Data records:

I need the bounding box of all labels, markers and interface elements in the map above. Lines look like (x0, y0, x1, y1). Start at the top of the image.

--

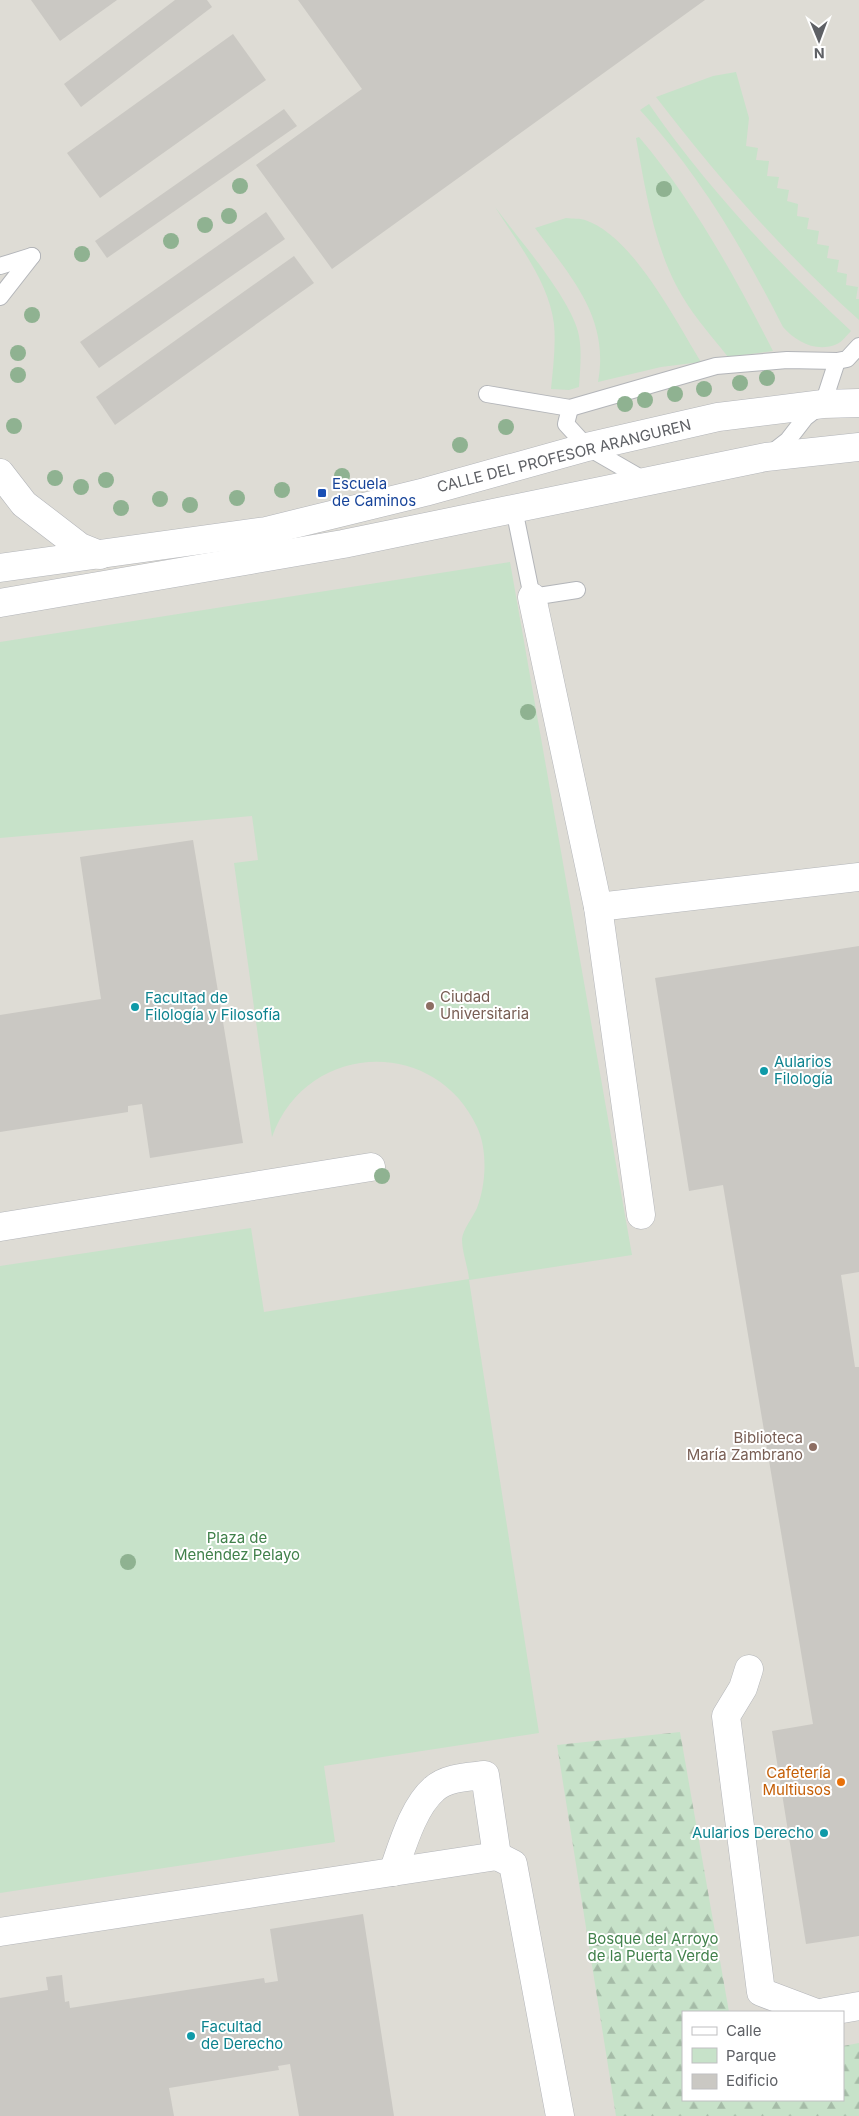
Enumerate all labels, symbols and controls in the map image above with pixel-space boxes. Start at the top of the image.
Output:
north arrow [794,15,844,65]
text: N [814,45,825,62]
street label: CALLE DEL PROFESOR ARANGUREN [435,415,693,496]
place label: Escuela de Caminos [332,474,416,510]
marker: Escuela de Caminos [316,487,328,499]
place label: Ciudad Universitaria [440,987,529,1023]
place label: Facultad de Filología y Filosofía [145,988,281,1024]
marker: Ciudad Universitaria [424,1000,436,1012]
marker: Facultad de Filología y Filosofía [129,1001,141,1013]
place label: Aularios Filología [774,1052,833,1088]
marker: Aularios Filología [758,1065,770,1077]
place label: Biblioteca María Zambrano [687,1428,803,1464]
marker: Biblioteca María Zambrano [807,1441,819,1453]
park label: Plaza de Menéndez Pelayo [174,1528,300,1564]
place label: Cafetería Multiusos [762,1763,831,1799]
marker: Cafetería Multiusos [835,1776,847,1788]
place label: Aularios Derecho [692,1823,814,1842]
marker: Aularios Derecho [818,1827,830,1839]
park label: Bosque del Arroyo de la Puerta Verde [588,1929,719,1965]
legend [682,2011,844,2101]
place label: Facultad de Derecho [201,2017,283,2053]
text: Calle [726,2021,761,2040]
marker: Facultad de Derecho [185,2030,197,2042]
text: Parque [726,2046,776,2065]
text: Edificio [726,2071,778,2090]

---

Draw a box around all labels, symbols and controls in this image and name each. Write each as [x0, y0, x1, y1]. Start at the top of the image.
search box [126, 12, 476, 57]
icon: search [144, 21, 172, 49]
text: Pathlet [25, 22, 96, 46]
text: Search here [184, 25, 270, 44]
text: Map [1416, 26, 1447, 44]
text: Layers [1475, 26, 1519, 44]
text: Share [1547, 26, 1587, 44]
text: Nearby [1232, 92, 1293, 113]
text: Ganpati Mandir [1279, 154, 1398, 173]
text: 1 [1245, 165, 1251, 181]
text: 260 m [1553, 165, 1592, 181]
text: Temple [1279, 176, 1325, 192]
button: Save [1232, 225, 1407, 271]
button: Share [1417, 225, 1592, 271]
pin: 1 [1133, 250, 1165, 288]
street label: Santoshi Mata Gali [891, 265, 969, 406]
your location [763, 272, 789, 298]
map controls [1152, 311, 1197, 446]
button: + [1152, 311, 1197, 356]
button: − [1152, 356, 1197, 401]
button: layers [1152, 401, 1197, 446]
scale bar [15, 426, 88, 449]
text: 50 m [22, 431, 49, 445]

Exercise requirements: Copy every line of the listing that contains the word "above".

Task output:
I need the bounding box of all labels, markers and interface elements in the map above. Lines look like (x0, y0, x1, y1). Start at the top of the image.
Enumerate all labels, symbols and controls in the map image above with pixel-space boxes. Start at the top of the image.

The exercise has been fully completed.